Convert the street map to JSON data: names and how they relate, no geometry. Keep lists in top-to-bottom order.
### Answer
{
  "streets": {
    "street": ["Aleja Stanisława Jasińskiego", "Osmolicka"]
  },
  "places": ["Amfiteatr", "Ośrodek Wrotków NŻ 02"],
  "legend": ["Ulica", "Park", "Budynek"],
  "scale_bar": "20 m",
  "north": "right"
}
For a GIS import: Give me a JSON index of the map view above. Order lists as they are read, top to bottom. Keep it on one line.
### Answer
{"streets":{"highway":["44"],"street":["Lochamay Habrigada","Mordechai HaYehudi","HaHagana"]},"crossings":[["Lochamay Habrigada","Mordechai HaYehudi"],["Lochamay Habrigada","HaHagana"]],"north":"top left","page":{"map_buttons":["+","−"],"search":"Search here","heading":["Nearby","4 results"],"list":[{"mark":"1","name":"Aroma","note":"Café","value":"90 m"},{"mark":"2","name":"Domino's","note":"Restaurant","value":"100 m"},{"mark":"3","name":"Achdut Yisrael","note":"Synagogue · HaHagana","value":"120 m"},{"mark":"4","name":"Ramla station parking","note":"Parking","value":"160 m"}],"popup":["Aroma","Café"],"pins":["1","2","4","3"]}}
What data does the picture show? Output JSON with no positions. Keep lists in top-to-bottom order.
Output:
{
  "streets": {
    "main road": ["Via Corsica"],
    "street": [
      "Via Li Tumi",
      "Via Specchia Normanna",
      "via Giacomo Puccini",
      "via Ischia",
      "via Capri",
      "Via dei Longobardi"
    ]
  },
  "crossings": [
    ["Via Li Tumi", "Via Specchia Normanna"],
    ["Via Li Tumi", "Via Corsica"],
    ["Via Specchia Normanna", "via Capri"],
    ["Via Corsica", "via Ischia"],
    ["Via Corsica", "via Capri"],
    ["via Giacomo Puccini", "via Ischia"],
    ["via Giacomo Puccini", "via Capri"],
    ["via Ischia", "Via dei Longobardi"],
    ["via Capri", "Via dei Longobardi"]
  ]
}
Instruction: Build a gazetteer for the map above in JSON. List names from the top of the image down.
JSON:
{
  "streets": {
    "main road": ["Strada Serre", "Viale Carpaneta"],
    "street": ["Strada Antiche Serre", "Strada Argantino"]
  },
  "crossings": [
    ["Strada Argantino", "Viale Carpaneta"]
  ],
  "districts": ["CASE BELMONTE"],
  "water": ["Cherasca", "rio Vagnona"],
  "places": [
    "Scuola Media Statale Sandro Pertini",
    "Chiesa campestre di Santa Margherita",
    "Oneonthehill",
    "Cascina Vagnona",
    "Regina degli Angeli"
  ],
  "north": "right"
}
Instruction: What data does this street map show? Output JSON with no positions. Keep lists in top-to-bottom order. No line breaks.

==============================

TASK REQUIREMENTS.
Would you copy the whole listing exactly?

RESPONSE TO THIS EXERCISE.
Convert the street map to JSON data: names and how they relate, no geometry. Keep lists in top-to-bottom order.
### Answer
{
  "streets": {
    "street": ["Aleja Stanisława Jasińskiego", "Osmolicka"]
  },
  "places": ["Amfiteatr", "Ośrodek Wrotków NŻ 02"],
  "legend": ["Ulica", "Park", "Budynek"],
  "scale_bar": "20 m",
  "north": "right"
}
For a GIS import: Give me a JSON index of the map view above. Order lists as they are read, top to bottom. Keep it on one line.
### Answer
{"streets":{"highway":["44"],"street":["Lochamay Habrigada","Mordechai HaYehudi","HaHagana"]},"crossings":[["Lochamay Habrigada","Mordechai HaYehudi"],["Lochamay Habrigada","HaHagana"]],"north":"top left","page":{"map_buttons":["+","−"],"search":"Search here","heading":["Nearby","4 results"],"list":[{"mark":"1","name":"Aroma","note":"Café","value":"90 m"},{"mark":"2","name":"Domino's","note":"Restaurant","value":"100 m"},{"mark":"3","name":"Achdut Yisrael","note":"Synagogue · HaHagana","value":"120 m"},{"mark":"4","name":"Ramla station parking","note":"Parking","value":"160 m"}],"popup":["Aroma","Café"],"pins":["1","2","4","3"]}}
What data does the picture show? Output JSON with no positions. Keep lists in top-to-bottom order.
Output:
{
  "streets": {
    "main road": ["Via Corsica"],
    "street": [
      "Via Li Tumi",
      "Via Specchia Normanna",
      "via Giacomo Puccini",
      "via Ischia",
      "via Capri",
      "Via dei Longobardi"
    ]
  },
  "crossings": [
    ["Via Li Tumi", "Via Specchia Normanna"],
    ["Via Li Tumi", "Via Corsica"],
    ["Via Specchia Normanna", "via Capri"],
    ["Via Corsica", "via Ischia"],
    ["Via Corsica", "via Capri"],
    ["via Giacomo Puccini", "via Ischia"],
    ["via Giacomo Puccini", "via Capri"],
    ["via Ischia", "Via dei Longobardi"],
    ["via Capri", "Via dei Longobardi"]
  ]
}
Instruction: Build a gazetteer for the map above in JSON. List names from the top of the image down.
JSON:
{
  "streets": {
    "main road": ["Strada Serre", "Viale Carpaneta"],
    "street": ["Strada Antiche Serre", "Strada Argantino"]
  },
  "crossings": [
    ["Strada Argantino", "Viale Carpaneta"]
  ],
  "districts": ["CASE BELMONTE"],
  "water": ["Cherasca", "rio Vagnona"],
  "places": [
    "Scuola Media Statale Sandro Pertini",
    "Chiesa campestre di Santa Margherita",
    "Oneonthehill",
    "Cascina Vagnona",
    "Regina degli Angeli"
  ],
  "north": "right"
}
Instruction: What data does this street map show? Output JSON with no positions. Keep lists in top-to-bottom order. No line breaks.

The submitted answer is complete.